According to company results:
- Afterpay generated:
- $18.5 million in late fee income during 2024
- This increased to:
- $19.7 million in 2025
The figures have sparked fresh debate around:
- Consumer debt
- Financial hardship
- Buy-now-pay-later regulation
How Afterpay Late Fees Work
Under Afterpay’s system:
- Customers pay no interest if instalments are paid on time
- Merchants cover service fees
However, missed payments trigger penalties.
Late fee structure:
- Orders under $40:
- One-time fee up to 25% of order value
- Orders above $40:
- $10 late fee initially
- Additional $7 fee after seven days if unpaid
Fees continue accumulating until reaching:
- 25% of borrowed amount or:
- $68 maximum cap
Consumer Protection Concerns Raised
Consumer NZ warned that regulatory exemptions may be weakening financial protections for consumers.
Consumer NZ spokesperson:
- Gemma Rasmussen
said buy-now-pay-later providers became exempt from some fee protection rules under updated legislation introduced in late 2024.
According to Rasmussen:
- Late fees no longer need to directly reflect actual provider costs
- Multiple late fees can apply simultaneously across purchases
- Consumer safeguards are now weaker than traditional lending products
Financial Hardship Cases Rising
Consumer groups said:
- Financial stress linked to buy-now-pay-later debt continues increasing
Many users reportedly rely on BNPL services for:
- Food
- Petrol
- Essential expenses
- Alcohol purchases
Financial mentoring organisation:
- FinCap
said families are becoming trapped in:
- Debt cycles
- Escalating repayment pressure
FinCap spokesperson:
- Jake Lilley
said late fees on essential spending can push struggling households further behind financially.

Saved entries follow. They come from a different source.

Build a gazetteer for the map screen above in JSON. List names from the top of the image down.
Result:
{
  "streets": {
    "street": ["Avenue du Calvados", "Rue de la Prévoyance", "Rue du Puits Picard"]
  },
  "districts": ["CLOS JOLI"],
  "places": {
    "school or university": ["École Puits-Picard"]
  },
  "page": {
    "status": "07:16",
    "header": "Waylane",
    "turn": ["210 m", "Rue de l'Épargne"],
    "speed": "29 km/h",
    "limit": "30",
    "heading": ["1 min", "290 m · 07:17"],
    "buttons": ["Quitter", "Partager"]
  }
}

Calls for Regulation Changes
Consumer advocates are now urging the New Zealand government to:
- Tighten BNPL regulations
- Review late fee structures
- Improve debt collection oversight
- Strengthen financial hardship protections
There are also growing calls for:
- Licensing debt collectors
- Revising consumer finance reforms currently moving through Parliament
BNPL Sector Arrears Improve Slightly
According to:
- Centrix
sector arrears improved slightly to:
- 8.8%
during April 2026 after several months of worsening repayment trends.
However, experts warn:
- Cost-of-living pressures continue increasing financial risks for households relying heavily on installment-based payment systems.